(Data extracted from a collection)

※

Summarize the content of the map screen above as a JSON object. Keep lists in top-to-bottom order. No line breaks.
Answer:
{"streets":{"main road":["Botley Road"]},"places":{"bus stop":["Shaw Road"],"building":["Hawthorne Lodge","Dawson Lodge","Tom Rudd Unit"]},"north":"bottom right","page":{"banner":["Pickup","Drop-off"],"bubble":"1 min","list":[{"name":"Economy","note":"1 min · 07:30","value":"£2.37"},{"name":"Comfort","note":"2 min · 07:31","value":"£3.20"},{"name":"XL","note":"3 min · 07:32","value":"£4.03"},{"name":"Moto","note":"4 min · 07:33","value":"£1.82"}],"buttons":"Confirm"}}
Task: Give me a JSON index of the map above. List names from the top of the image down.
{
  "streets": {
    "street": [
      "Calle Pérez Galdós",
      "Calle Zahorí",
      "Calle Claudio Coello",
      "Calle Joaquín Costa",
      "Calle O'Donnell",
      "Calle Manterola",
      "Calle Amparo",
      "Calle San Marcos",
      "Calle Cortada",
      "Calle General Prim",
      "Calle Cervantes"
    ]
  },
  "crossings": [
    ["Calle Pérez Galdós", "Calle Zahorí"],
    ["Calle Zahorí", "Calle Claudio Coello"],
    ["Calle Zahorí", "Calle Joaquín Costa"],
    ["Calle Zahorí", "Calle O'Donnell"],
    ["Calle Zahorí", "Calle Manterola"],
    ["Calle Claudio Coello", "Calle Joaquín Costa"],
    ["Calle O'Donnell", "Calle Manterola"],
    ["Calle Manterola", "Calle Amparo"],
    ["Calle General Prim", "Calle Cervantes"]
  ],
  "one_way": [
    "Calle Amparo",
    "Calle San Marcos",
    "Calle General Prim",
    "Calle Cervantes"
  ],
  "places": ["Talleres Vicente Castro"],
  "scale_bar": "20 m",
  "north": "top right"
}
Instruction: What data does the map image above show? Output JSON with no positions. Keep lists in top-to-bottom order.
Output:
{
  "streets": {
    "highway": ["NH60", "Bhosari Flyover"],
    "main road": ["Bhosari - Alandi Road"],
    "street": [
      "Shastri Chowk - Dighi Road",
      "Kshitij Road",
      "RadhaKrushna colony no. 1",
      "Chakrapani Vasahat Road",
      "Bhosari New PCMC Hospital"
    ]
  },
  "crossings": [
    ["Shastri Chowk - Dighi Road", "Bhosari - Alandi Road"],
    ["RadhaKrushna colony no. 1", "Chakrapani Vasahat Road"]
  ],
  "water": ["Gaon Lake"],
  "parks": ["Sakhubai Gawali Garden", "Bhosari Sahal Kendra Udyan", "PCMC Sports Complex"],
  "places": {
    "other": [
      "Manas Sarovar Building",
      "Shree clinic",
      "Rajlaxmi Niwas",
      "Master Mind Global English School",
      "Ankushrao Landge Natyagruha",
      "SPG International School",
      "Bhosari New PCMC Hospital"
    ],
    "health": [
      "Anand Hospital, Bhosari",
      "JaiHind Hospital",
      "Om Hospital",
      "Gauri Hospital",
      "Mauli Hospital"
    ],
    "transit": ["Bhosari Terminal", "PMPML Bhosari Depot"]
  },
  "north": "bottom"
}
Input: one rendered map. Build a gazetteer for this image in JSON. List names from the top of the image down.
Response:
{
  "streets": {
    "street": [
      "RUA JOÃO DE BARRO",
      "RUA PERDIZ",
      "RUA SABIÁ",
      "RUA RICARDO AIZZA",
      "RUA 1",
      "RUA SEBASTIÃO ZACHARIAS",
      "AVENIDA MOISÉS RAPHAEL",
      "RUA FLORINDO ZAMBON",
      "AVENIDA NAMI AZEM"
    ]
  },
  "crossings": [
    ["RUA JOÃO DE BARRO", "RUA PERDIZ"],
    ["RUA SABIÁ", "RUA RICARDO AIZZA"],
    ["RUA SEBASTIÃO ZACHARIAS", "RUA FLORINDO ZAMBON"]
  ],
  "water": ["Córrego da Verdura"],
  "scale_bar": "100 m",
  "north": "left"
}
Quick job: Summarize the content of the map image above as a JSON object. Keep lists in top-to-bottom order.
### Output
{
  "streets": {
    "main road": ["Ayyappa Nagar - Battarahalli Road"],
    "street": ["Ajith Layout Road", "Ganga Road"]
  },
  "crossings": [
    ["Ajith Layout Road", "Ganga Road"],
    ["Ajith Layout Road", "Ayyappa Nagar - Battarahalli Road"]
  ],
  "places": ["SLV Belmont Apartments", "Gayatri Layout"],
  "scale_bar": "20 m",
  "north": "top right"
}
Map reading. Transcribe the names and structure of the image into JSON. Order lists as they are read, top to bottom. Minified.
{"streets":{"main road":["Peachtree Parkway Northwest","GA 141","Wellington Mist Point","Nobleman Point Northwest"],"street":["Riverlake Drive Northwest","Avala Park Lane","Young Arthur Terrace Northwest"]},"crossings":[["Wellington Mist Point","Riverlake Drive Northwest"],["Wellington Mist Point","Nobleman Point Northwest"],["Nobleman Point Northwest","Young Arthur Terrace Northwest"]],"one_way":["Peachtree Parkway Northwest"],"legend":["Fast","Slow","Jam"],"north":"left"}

※

### Exercise requirements
Make a list of all lines in the data that contain "content".

### Solution for this exercise
Summarize the content of the map screen above as a JSON object. Keep lists in top-to-bottom order. No line breaks.
Quick job: Summarize the content of the map image above as a JSON object. Keep lists in top-to-bottom order.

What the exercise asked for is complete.